Your task => Go through the listing below, count the lines that contain "Східний", and state the number alone.

Task data =>
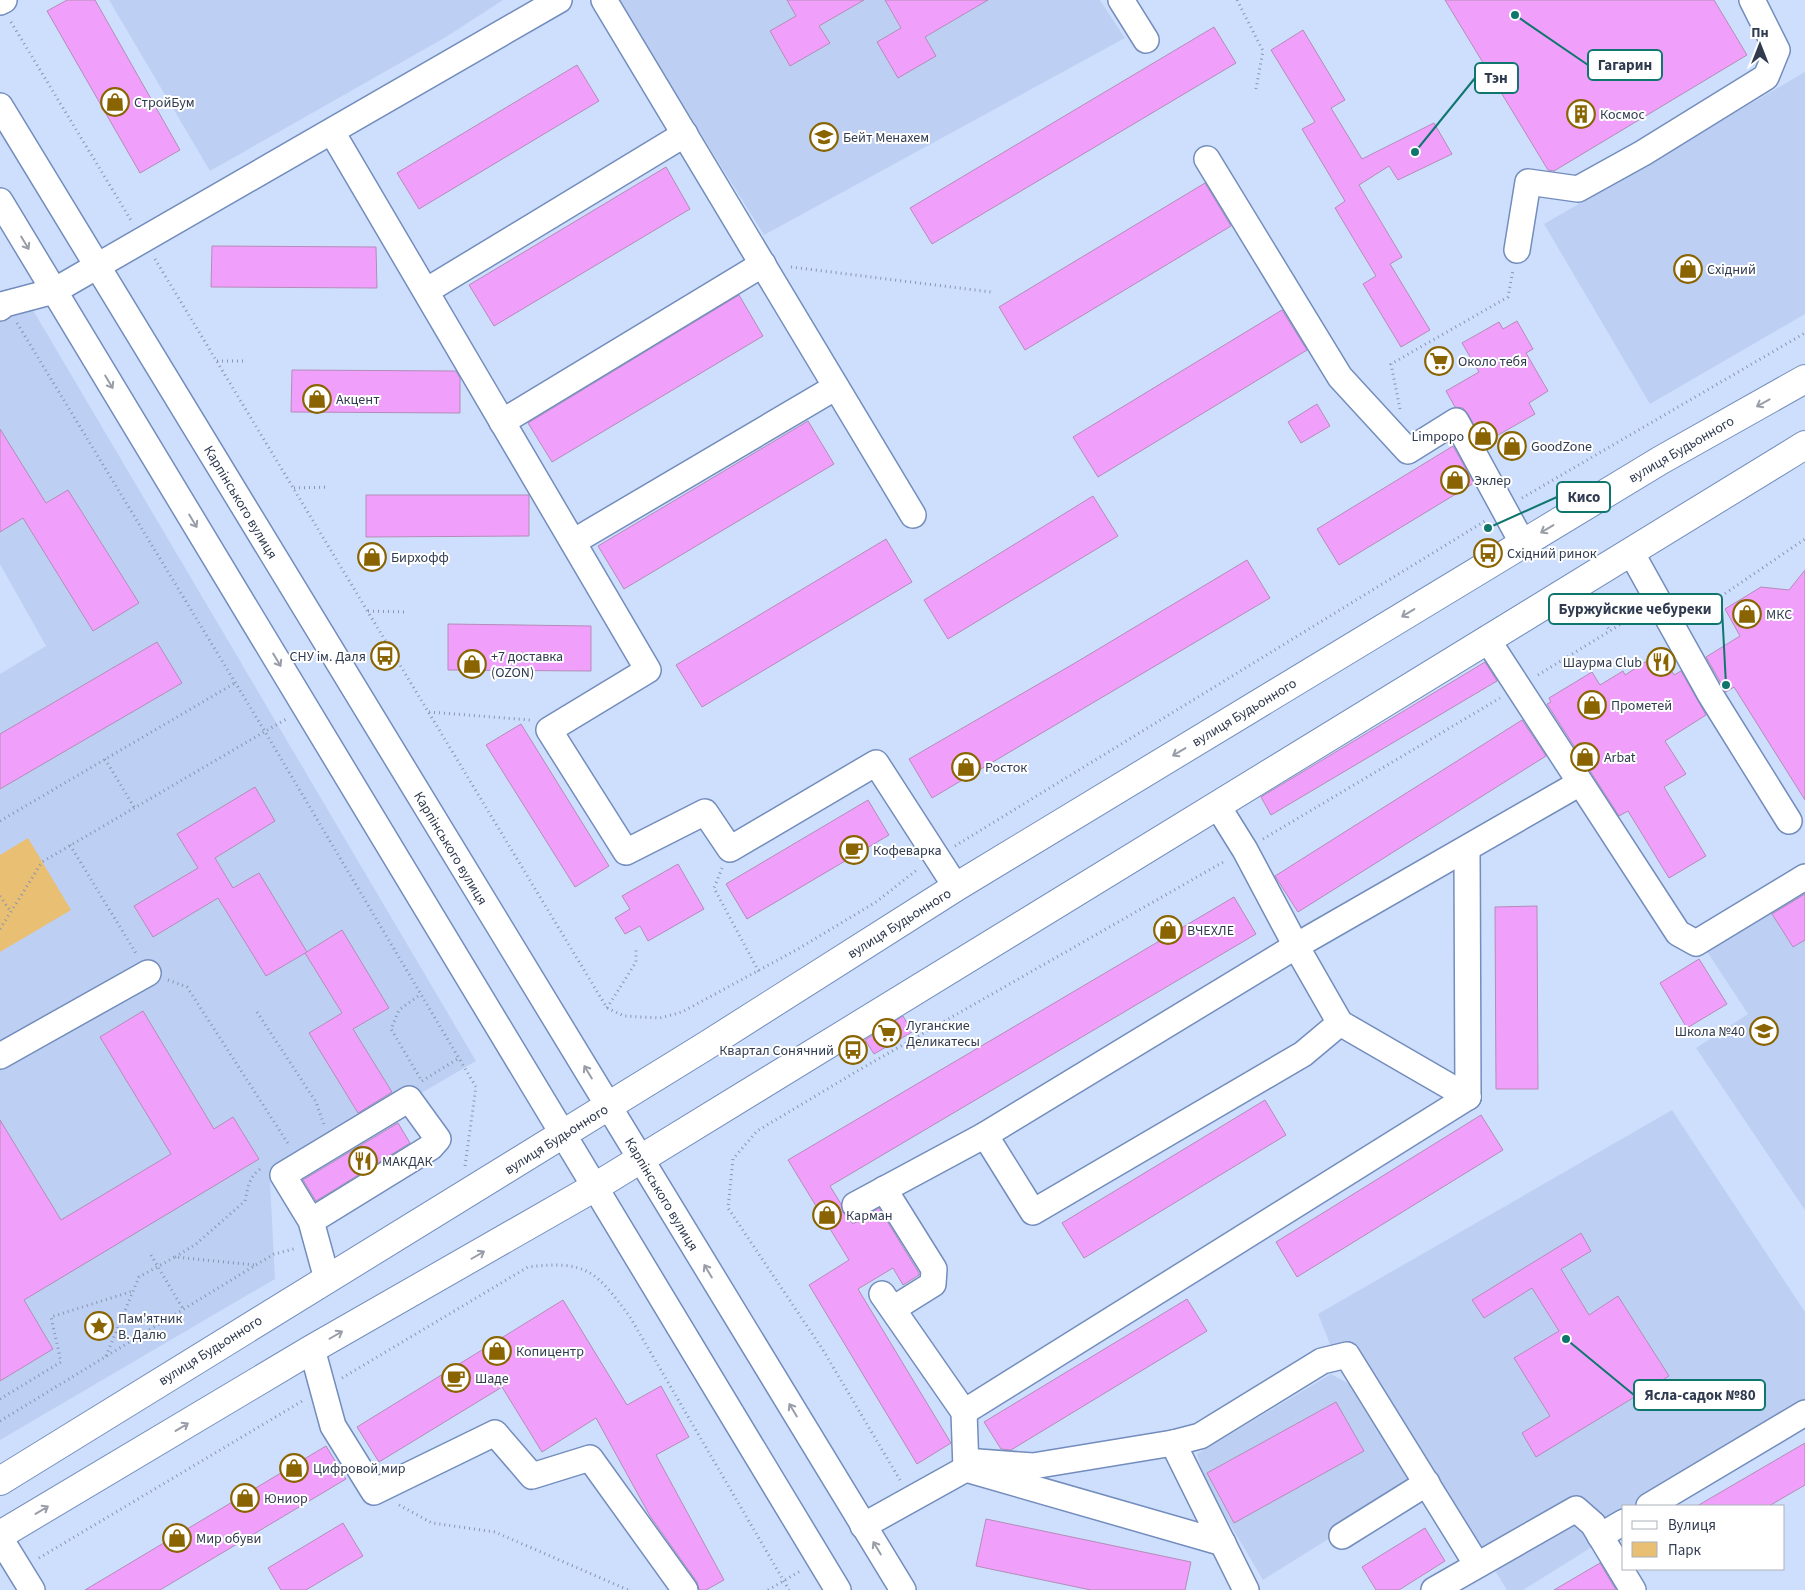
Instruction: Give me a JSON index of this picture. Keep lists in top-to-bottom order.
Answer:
{
  "streets": {
    "main road": ["вулиця Будьонного"],
    "street": ["Карпінського вулиця"]
  },
  "crossings": [
    ["вулиця Будьонного", "Карпінського вулиця"]
  ],
  "places": {
    "other": [
      "Гагарин",
      "Тэн",
      "Кисо",
      "Буржуйские чебуреки",
      "Ясла-садок №80"
    ],
    "shop": [
      "СтройБум",
      "Східний",
      "Акцент",
      "Limpopo",
      "GoodZone",
      "Эклер",
      "Бирхофф",
      "МКС",
      "+7 доставка (OZON)",
      "Прометей",
      "Arbat",
      "Росток",
      "ВЧЕХЛЕ",
      "Карман",
      "Копицентр",
      "Цифровой мир",
      "Юниор",
      "Мир обуви"
    ],
    "building": ["Космос"],
    "school or university": ["Бейт Менахем", "Школа №40"],
    "supermarket": ["Около тебя", "Луганские Деликатесы"],
    "bus stop": ["Східний ринок", "СНУ ім. Даля", "Квартал Сонячний"],
    "restaurant": ["Шаурма Club", "МАКДАК"],
    "cafe": ["Кофеварка", "Шаде"],
    "place": ["Пам'ятник В. Далю"]
  },
  "legend": ["Вулиця", "Парк"],
  "north": "top"
}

Result of the task => 2